* WORK TO COMPLETE *
Word for word, restate the listing; omit the pictures.

* SUPPLIED MATERIAL *
# # # # #

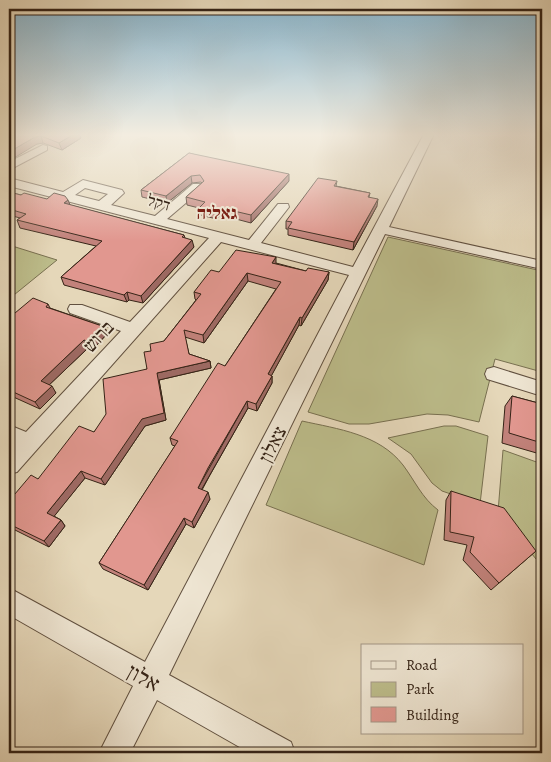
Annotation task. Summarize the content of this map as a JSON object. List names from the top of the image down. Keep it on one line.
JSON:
{"streets":{"street":["דקל","ברוש","צאלון","אלון"]},"crossings":[["דקל","ברוש"],["דקל","צאלון"],["צאלון","אלון"]],"districts":["גאליה"],"legend":["Road","Park","Building"]}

# # # # #

* RESULT *
Annotation task. Summarize the content of this map as a JSON object. List names from the top of the image down. Keep it on one line.
JSON:
{"streets":{"street":["דקל","ברוש","צאלון","אלון"]},"crossings":[["דקל","ברוש"],["דקל","צאלון"],["צאלון","אלון"]],"districts":["גאליה"],"legend":["Road","Park","Building"]}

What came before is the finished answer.